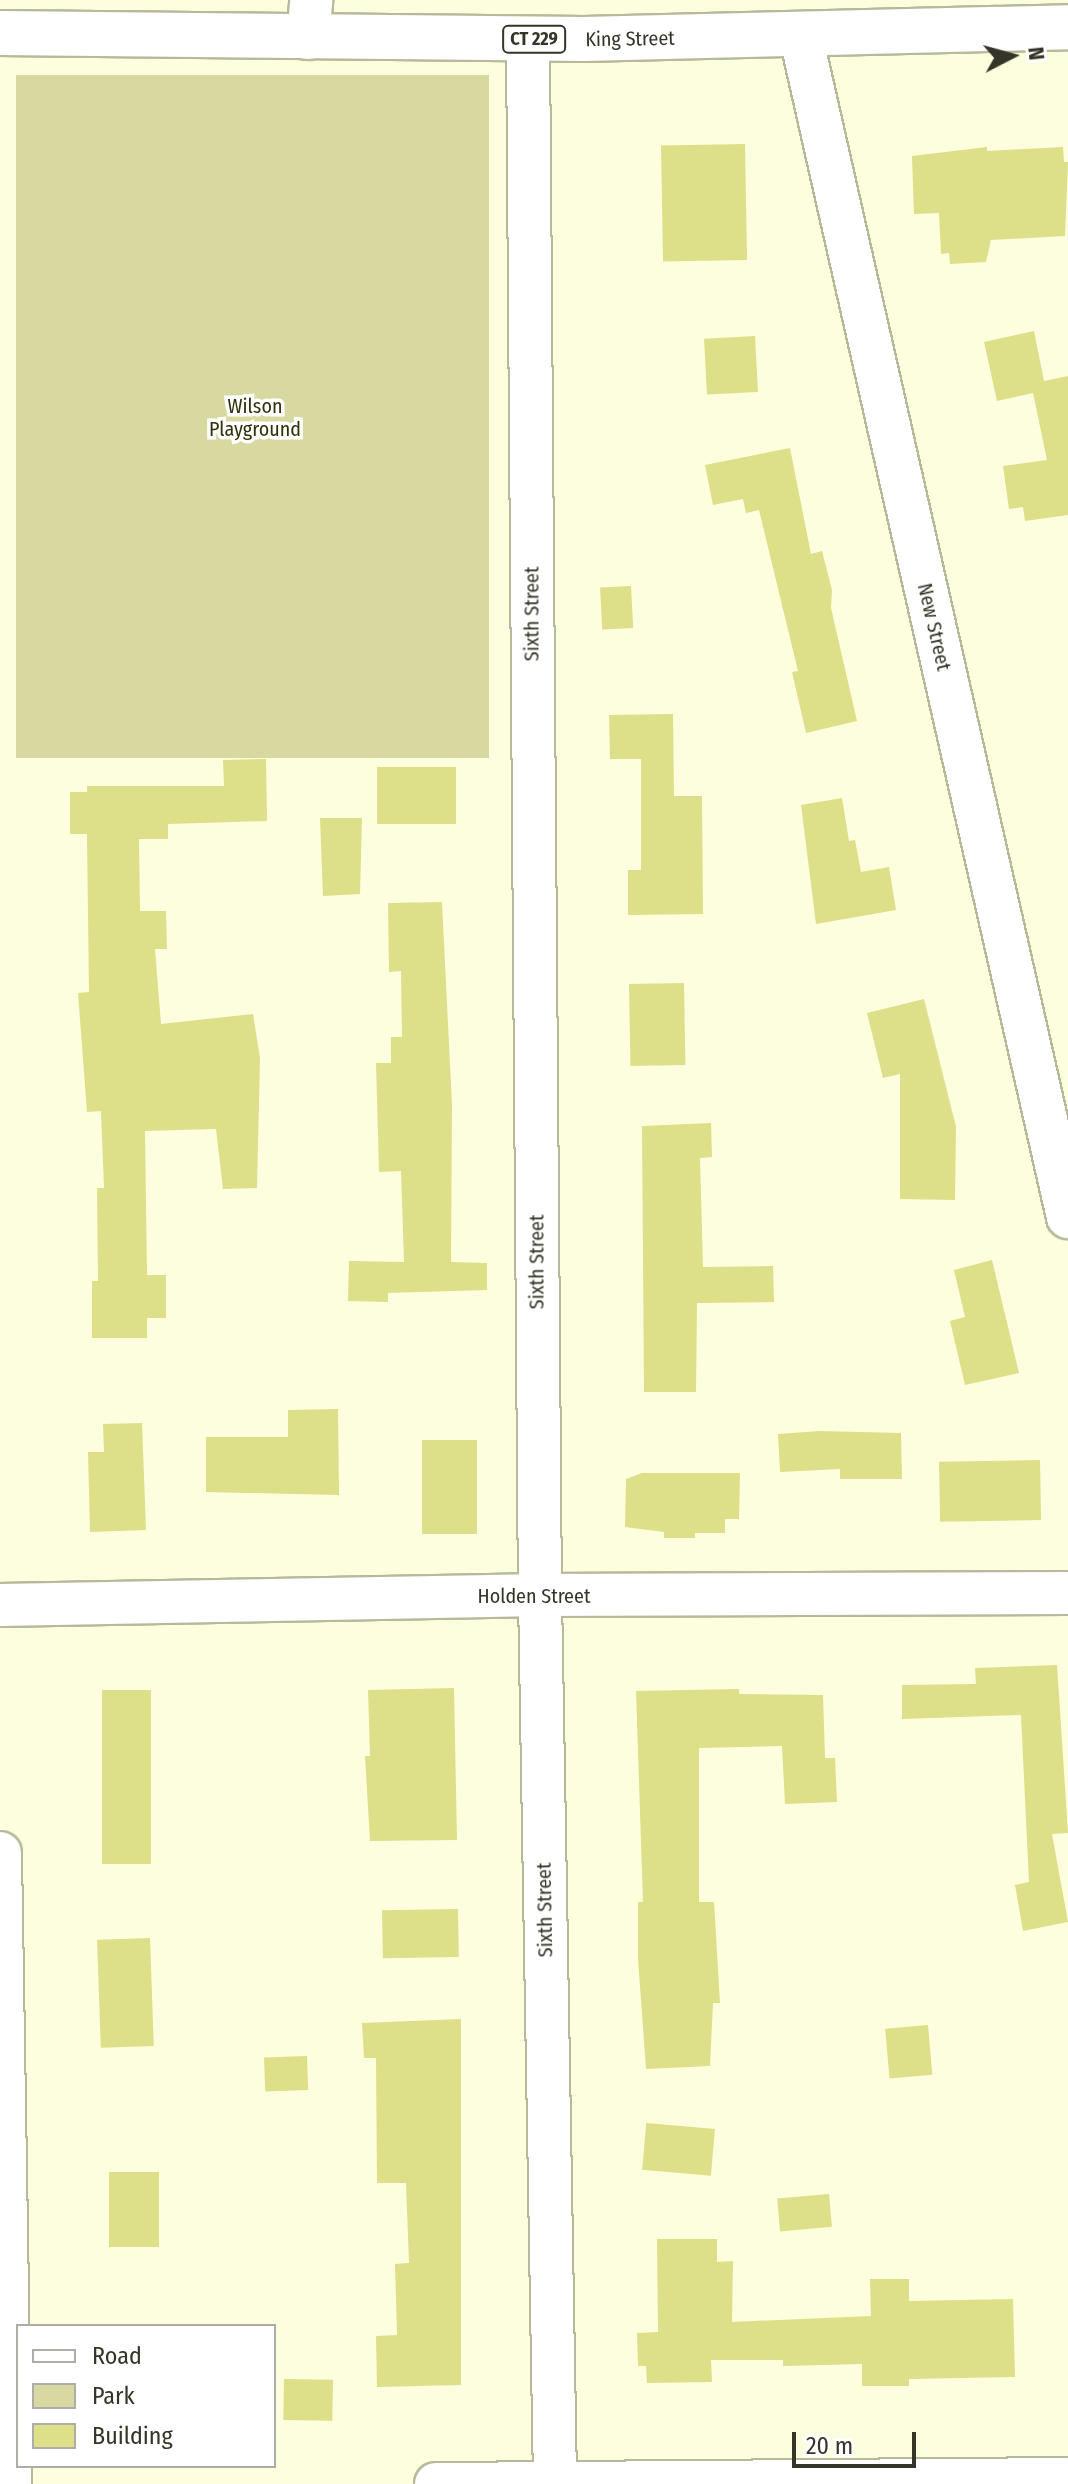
<!DOCTYPE html>
<style>
body{margin:0}
#map{position:relative;width:1068px;height:2484px;overflow:hidden;background:#fcfede;font-family:"Fira Sans Condensed",sans-serif}
div>[style]{position:absolute}
[style*='--x']{left:calc(var(--x)*1px);top:calc(var(--y)*1px);width:calc(var(--w)*1px);rotate:calc(var(--a)*1deg)}
.green>*{inset:0;background:#d8d9a0;transform-origin:0 0}
.building>*{inset:0;background:#dedf89;transform-origin:0 0}
.roads{filter:drop-shadow(2px 0 #b8b99b) drop-shadow(-2px 0 #b8b99b) drop-shadow(0 2px #b8b99b) drop-shadow(0 -2px #b8b99b)}
.minor>*{height:42px;margin:-21px;padding:0 21px;transform-origin:21px;border-radius:21px;background:#fff}
.major>*{height:44px;margin:-22px;padding:0 22px;transform-origin:22px;border-radius:22px;background:#fff}
span{translate:-50% -50%;white-space:nowrap;text-align:center;line-height:1.15;-webkit-text-stroke:7px #fff;paint-order:stroke}
.shield-label span{padding:2px 6px;background:#fff;border:2px solid;border-radius:6px;-webkit-text-stroke-width:0}
.shield-label{font-size:18px;color:#343428;font-weight:700}
.street-label{font-size:20px;color:#343428}
.park-label{font-size:20px;color:#31310b}
.legend{position:absolute;left:16px;top:2324px;width:260px;height:144px;box-sizing:border-box;background:#fff;border:2px solid #aeaea9;margin:0;padding:10px 14px;list-style:none;font-size:24px;color:#343428}
.legend li{display:flex;align-items:center;gap:16px;height:40px}
.legend b{width:40px;border:2px solid #aeaea9}
.north{position:absolute;left:972px;top:16px;width:80px;height:80px;-webkit-text-stroke:6px #fff;paint-order:stroke;rotate:84deg;font-size:22px;font-weight:700;line-height:32px;text-align:center;color:#343428}
.north::after{content:'';display:block;margin:auto;width:28px;height:36px;background:#343428;clip-path:polygon(50% 0,100% 100%,50% 72%,0 100%)}
.scale{position:absolute;left:792px;top:2432px;width:124px;height:36px;box-sizing:border-box;border:4px solid #343428;border-top:0;padding-left:10px;font-size:24px;line-height:28px;white-space:nowrap;color:#343428;-webkit-text-stroke:6px #fff;paint-order:stroke}
</style>
<div id="map">
<div class="green">
<div style="left:489px;top:75px;width:683px;height:473px;rotate:90deg"></div>
</div>
<div class="building">
<div style="left:745px;top:144px;width:116px;height:84px;rotate:89deg"></div>
<div style="clip-path:polygon(987px 147px,987px 151px,1063px 147px,1064px 162px,1068px 162px,1065px 236px,991px 240px,986px 262px,950px 264px,949px 253px,941px 254px,939px 213px,914px 214px,912px 156px)"></div>
<div style="clip-path:polygon(1034px 331px,1044px 381px,1068px 376px,1068px 515px,1025px 521px,1023px 507px,1009px 509px,1003px 466px,1047px 460px,1033px 393px,997px 401px,984px 342px)"></div>
<div style="left:755px;top:336px;width:56px;height:51px;rotate:87deg"></div>
<div style="clip-path:polygon(790px 448px,811px 554px,822px 551px,832px 590px,831px 608px,857px 721px,806px 733px,792px 672px,798px 671px,759px 510px,746px 513px,743px 499px,713px 505px,705px 465px)"></div>
<div style="left:631px;top:586px;width:42px;height:31px;rotate:87deg"></div>
<div style="clip-path:polygon(673px 714px,674px 796px,702px 796px,703px 914px,628px 915px,628px 870px,641px 870px,641px 759px,610px 759px,609px 715px)"></div>
<div style="clip-path:polygon(266px 759px,267px 821px,168px 824px,168px 839px,139px 839px,140px 911px,166px 911px,167px 949px,155px 949px,161px 1024px,253px 1014px,260px 1058px,257px 1188px,223px 1189px,216px 1129px,145px 1131px,147px 1275px,166px 1275px,166px 1318px,147px 1318px,147px 1338px,92px 1338px,92px 1281px,98px 1281px,97px 1188px,104px 1188px,101px 1111px,87px 1112px,78px 993px,89px 992px,87px 834px,70px 834px,70px 792px,87px 792px,87px 786px,224px 786px,223px 760px)"></div>
<div style="left:377px;top:767px;width:79px;height:57px"></div>
<div style="clip-path:polygon(842px 798px,849px 841px,855px 840px,861px 872px,889px 867px,896px 910px,816px 924px,801px 805px)"></div>
<div style="clip-path:polygon(320px 818px,362px 818px,360px 894px,323px 896px)"></div>
<div style="clip-path:polygon(442px 902px,452px 1105px,451px 1262px,487px 1263px,487px 1290px,388px 1293px,388px 1302px,348px 1301px,349px 1261px,404px 1262px,401px 1171px,379px 1172px,376px 1063px,391px 1063px,391px 1037px,402px 1037px,401px 971px,389px 972px,388px 903px)"></div>
<div style="left:684px;top:983px;width:82px;height:55px;rotate:89deg"></div>
<div style="clip-path:polygon(924px 999px,956px 1127px,955px 1200px,900px 1199px,900px 1074px,883px 1078px,867px 1013px)"></div>
<div style="clip-path:polygon(711px 1123px,712px 1157px,700px 1158px,703px 1267px,773px 1266px,774px 1302px,697px 1303px,696px 1392px,644px 1392px,642px 1126px)"></div>
<div style="clip-path:polygon(992px 1260px,1019px 1373px,965px 1385px,950px 1321px,965px 1317px,954px 1270px)"></div>
<div style="clip-path:polygon(338px 1409px,339px 1495px,206px 1492px,206px 1437px,288px 1437px,288px 1410px)"></div>
<div style="clip-path:polygon(142px 1423px,146px 1530px,90px 1532px,88px 1452px,104px 1452px,103px 1424px)"></div>
<div style="clip-path:polygon(819px 1431px,901px 1433px,902px 1479px,840px 1479px,840px 1469px,780px 1472px,778px 1434px)"></div>
<div style="left:422px;top:1440px;width:55px;height:94px"></div>
<div style="left:1040px;top:1460px;width:60px;height:101px;rotate:89deg"></div>
<div style="clip-path:polygon(642px 1473px,740px 1473px,739px 1519px,725px 1519px,725px 1533px,695px 1533px,695px 1538px,664px 1538px,664px 1532px,625px 1527px,626px 1479px)"></div>
<div style="clip-path:polygon(1057px 1665px,1068px 1833px,1052px 1834px,1068px 1922px,1023px 1931px,1015px 1885px,1029px 1882px,1021px 1715px,902px 1719px,902px 1685px,976px 1684px,975px 1668px)"></div>
<div style="clip-path:polygon(454px 1688px,457px 1840px,370px 1841px,365px 1756px,370px 1756px,368px 1690px)"></div>
<div style="clip-path:polygon(739px 1689px,739px 1694px,823px 1695px,825px 1758px,835px 1758px,837px 1802px,785px 1804px,782px 1746px,699px 1748px,699px 1902px,714px 1902px,720px 2003px,713px 2003px,710px 2066px,646px 2069px,638px 1959px,638px 1902px,643px 1902px,636px 1691px)"></div>
<div style="left:102px;top:1690px;width:49px;height:174px"></div>
<div style="left:458px;top:1909px;width:48px;height:76px;rotate:89deg"></div>
<div style="left:150px;top:1938px;width:108px;height:53px;rotate:88deg"></div>
<div style="clip-path:polygon(461px 2019px,461px 2385px,377px 2387px,376px 2336px,397px 2335px,395px 2264px,409px 2263px,406px 2183px,377px 2183px,376px 2058px,364px 2058px,362px 2023px)"></div>
<div style="left:928px;top:2025px;width:50px;height:43px;rotate:85deg"></div>
<div style="left:307px;top:2056px;width:34px;height:43px;rotate:88deg"></div>
<div style="left:715px;top:2129px;width:47px;height:69px;rotate:95deg"></div>
<div style="left:109px;top:2172px;width:50px;height:75px"></div>
<div style="left:829px;top:2194px;width:33px;height:52px;rotate:85deg"></div>
<div style="clip-path:polygon(657px 2239px,717px 2239px,717px 2262px,733px 2261px,732px 2322px,871px 2316px,870px 2279px,909px 2279px,909px 2301px,1013px 2299px,1015px 2377px,909px 2379px,909px 2386px,862px 2386px,862px 2364px,783px 2366px,783px 2360px,711px 2360px,712px 2382px,647px 2383px,646px 2366px,638px 2366px,637px 2333px,658px 2332px)"></div>
<div style="left:284px;top:2379px;width:49px;height:41px;rotate:1deg"></div>
</div>
<div class="roads">
<div class="minor">
<div style="--x:801;--y:37;--w:1210;--a:77.25"></div>
<div style="--x:308;--y:38;--w:38;--a:-85"></div>
<div style="--x:528;--y:39;--w:1556;--a:89.56"></div>
<div style="--x:540;--y:1595;--w:889;--a:89.03"></div>
<div style="--x:0;--y:1605;--w:540;--a:-1.06"></div>
<div style="--x:540;--y:1595;--w:528;--a:-0.22"></div>
<div style="--x:0;--y:1853;--w:631;--a:89.09"></div>
<div style="--x:436;--y:2484;--w:632;--a:-0.45"></div>
</div>
<div class="major">
<div style="--x:0;--y:33;--w:584;--a:0.59"></div>
<div style="--x:584;--y:39;--w:484;--a:-1.4"></div>
</div>
</div>
<div class="shield-label">
<span style="left:534px;top:39px">CT 229</span>
</div>
<div class="street-label">
<span style="left:630px;top:39px;rotate:-1deg">King Street</span>
<span style="left:532px;top:614px;rotate:-90deg">Sixth Street</span>
<span style="left:934px;top:627px;rotate:77deg">New Street</span>
<span style="left:537px;top:1262px;rotate:-90deg">Sixth Street</span>
<span style="left:534px;top:1596px">Holden Street</span>
<span style="left:545px;top:1910px;rotate:-91deg">Sixth Street</span>
</div>
<div class="park-label">
<span style="left:255px;top:418px">Wilson<br>Playground</span>
</div>
<ul class="legend">
<li><b style="height:10px;background:#fff"></b>Road</li>
<li><b style="height:22px;background:#d8d9a0"></b>Park</li>
<li><b style="height:22px;background:#dedf89"></b>Building</li>
</ul>
<div class="north">N</div>
<div class="scale">20 m</div>
</div>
-.-.-
### [Exercise prompt]
Please report every line of the listing that contains the string "north".

### [Reply]
.north{position:absolute;left:972px;top:16px;width:80px;height:80px;-webkit-text-stroke:6px #fff;paint-order:stroke;rotate:84deg;font-size:22px;font-weight:700;line-height:32px;text-align:center;color:#343428}
.north::after{content:'';display:block;margin:auto;width:28px;height:36px;background:#343428;clip-path:polygon(50% 0,100% 100%,50% 72%,0 100%)}
<div class="north">N</div>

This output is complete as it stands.